AUSTRALIAN CENTRE FOR THE MOVING IMAGE: In Laurence Anyways, the third feature from ambitious young Canadian writer-director Xavier Dolan, Melvil Poupaud plays Laurence Alia, a successful young university lecturer and author in Montreal who is seemingly in the midst of the kind of delirious love worthy of a book with his girlfriend, Suzanne Clement’s Fred (short for Frederique) Delair. They happily add items to their list of Things That Minimise Our Pleasure, jump on the bed by way of waking one another and use a visit to the car wash as an excuse to make out.

alternates naturalistic dialogue scenes with bursts of luxuriant filmmaking



But Laurence also likes to dress in women’s clothing – he buys it, rather than pilfer Fred’s – and the revelation of his predilection brings deeper confession: he’s a woman trapped inside a man’s body, and wants to begin changing that.
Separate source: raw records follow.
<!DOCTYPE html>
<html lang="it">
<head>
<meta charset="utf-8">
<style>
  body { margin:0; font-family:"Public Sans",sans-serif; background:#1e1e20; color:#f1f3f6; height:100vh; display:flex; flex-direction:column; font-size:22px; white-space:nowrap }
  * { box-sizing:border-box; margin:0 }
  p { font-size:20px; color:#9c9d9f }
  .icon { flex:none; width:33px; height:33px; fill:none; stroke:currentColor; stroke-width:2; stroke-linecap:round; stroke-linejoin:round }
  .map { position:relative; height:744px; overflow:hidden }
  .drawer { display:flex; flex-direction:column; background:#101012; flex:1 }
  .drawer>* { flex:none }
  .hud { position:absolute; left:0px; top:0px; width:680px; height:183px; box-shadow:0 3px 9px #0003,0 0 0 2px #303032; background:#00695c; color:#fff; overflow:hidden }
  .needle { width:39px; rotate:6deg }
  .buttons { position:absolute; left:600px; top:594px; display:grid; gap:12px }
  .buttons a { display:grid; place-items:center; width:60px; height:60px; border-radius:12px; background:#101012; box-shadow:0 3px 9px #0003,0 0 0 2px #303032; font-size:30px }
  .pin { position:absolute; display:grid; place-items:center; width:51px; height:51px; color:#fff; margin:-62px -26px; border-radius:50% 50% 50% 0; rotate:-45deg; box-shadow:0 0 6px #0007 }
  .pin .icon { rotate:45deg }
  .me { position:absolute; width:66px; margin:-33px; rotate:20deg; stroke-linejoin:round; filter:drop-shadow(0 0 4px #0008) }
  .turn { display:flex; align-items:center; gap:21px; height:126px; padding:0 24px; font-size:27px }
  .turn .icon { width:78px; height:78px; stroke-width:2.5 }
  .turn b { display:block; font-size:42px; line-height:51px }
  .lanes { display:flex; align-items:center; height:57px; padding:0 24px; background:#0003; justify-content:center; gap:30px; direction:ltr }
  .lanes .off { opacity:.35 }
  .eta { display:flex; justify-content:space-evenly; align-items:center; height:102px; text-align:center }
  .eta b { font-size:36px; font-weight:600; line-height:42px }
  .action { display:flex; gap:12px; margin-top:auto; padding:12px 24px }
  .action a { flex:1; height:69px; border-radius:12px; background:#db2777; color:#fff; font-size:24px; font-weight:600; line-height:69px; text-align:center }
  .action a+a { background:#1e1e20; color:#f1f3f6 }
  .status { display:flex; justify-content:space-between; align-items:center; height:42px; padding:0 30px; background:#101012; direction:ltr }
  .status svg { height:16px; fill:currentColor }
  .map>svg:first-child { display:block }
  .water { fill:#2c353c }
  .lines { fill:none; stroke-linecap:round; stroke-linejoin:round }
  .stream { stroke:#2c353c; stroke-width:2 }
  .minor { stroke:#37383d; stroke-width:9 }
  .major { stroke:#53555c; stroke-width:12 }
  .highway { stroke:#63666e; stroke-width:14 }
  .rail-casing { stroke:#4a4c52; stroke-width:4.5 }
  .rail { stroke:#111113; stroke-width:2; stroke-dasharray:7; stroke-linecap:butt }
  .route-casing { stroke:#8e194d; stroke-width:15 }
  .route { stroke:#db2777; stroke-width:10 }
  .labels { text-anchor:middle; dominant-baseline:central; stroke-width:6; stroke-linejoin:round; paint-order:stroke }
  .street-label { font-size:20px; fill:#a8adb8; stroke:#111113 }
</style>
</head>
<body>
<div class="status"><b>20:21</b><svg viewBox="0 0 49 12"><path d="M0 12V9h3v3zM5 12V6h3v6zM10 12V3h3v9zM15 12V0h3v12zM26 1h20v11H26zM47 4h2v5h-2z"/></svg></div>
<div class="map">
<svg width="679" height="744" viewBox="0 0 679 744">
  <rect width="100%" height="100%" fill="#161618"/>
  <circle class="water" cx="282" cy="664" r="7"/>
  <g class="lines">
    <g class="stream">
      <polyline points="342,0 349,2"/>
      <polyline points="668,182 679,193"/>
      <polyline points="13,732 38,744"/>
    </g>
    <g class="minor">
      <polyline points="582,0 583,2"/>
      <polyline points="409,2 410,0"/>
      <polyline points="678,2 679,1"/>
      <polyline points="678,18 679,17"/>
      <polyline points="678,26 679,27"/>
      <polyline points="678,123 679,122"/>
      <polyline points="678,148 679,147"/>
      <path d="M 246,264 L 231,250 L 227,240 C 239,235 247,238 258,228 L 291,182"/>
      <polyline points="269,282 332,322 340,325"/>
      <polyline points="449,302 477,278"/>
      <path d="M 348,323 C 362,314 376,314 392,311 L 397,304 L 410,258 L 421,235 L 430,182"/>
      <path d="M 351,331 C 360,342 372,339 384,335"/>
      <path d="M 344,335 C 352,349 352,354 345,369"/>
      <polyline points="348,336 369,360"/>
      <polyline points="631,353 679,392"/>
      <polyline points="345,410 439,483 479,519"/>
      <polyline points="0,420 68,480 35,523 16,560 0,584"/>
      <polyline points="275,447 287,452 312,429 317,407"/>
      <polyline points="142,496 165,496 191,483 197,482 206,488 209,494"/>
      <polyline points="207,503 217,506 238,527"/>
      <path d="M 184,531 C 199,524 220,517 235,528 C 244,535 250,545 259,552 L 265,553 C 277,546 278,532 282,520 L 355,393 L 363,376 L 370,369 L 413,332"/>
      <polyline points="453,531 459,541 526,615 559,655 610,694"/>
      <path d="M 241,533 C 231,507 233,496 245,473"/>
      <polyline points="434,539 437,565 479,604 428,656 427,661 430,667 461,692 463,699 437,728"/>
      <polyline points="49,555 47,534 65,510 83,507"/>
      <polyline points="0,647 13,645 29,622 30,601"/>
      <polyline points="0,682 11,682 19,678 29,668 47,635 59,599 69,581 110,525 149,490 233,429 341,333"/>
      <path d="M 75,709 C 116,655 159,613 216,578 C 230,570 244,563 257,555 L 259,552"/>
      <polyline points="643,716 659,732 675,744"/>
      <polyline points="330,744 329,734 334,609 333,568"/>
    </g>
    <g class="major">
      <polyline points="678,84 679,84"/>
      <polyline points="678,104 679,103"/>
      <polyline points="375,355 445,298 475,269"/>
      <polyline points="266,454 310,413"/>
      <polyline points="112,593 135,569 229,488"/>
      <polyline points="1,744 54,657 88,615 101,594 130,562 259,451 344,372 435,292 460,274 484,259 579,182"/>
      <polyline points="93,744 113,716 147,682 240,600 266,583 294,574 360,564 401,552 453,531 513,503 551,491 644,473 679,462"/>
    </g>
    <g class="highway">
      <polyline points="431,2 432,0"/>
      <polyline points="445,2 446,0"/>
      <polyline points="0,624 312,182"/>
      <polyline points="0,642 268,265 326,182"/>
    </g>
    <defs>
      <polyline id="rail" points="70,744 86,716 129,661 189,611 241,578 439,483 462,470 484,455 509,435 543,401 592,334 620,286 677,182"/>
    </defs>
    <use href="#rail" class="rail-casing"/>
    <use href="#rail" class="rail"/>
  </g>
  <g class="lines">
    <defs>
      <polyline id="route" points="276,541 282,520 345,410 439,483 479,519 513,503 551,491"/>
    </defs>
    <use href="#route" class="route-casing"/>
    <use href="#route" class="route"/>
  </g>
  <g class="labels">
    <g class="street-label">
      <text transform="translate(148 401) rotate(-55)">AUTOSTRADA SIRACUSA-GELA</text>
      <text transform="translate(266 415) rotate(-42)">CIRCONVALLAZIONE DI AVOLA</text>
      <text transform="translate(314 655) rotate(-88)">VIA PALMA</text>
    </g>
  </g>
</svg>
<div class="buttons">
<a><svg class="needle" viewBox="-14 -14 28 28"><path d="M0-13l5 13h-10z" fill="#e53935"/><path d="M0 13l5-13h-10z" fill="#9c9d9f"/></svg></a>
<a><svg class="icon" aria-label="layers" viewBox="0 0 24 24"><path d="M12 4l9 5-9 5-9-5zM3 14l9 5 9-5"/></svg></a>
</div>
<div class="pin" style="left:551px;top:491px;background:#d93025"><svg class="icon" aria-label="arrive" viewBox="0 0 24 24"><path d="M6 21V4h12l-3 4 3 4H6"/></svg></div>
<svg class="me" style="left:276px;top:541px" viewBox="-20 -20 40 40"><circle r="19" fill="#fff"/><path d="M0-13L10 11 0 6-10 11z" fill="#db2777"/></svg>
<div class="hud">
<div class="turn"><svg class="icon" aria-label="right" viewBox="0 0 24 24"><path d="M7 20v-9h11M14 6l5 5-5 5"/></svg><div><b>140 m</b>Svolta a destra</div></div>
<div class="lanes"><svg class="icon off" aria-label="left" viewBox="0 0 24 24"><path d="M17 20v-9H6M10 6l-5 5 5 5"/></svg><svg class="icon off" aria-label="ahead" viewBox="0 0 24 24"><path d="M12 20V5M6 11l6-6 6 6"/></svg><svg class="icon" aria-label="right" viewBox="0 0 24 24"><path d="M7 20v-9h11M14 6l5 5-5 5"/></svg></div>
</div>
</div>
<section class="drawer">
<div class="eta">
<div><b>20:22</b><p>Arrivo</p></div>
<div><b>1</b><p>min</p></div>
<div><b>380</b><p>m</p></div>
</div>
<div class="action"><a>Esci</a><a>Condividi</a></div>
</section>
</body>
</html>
The focus of this oversized, luxurious picture is not the physical transformation, rather the emotional struggle. Even as Laurence takes the first steps, such as entering the workplace in feminine attire and with make-up on, he and Fred try to retain their bond under vastly different circumstances.

The questions raised by Laurence Anyways, which won the Queer Palm at Cannes last year and is screening exclusively at Melbourne’s Australian Centre for the Moving Image, are both numerous and sizeable. Does, for example, Fred’s love for Laurence rest on his gender, or is that incidental to what draws her to him? Does she need to become more masculine as some kind of compensatory effect, or merely to defend him from a judgmental and increasingly harsh world? Dolan doesn’t always answer them, but often that’s because he’s reaching for something more.

The 23-year-old found prominence with the precocious I Killed My Mother in 2009, followed by Heartbeats in 2010, and they’re now clearly introductory works – both for the filmmaker and his audience. Beginning with the stark tableaus that are contrasted by the vivid production design, Laurence Anyways alternates naturalistic dialogue scenes with bursts of luxuriant filmmaking where the technique is taken to an explicit, exalted state where the camera and the music are alert to every sense.

The film gathers in strands even as Laurence’s life becomes insular. He and Fred part ways, although they’d drawn to each other, or at least the notion of being a couple, while even his chillingly blasé mother (Nathalie Baye) has little support for her son. Across 10 years – from 1989 to 1999 with many a song on the soundtrack – Fred and Laurence build other lives that can’t endure, and the performances from Poupaud and Clement have a bitter, lived-in quality that suggests two people who haven’t found satisfaction from struggle but instead an uneasiness that can’t be righted.

Dolan, who wisely chose not to act in this production, sometimes overshoots the mark, particularly with an alternate family of drag queens for Laurence, but the youthful preoccupations of the director come with an energy and commitment that is difficult to deny. Laurence Anyways will certainly fuel comparisons made to Pedro Almodovar (particularly since The Skin I Live In), but transformation has a different purpose here. Laurence may be struggling to become what he wants, but Xavier Dolan is well on his way.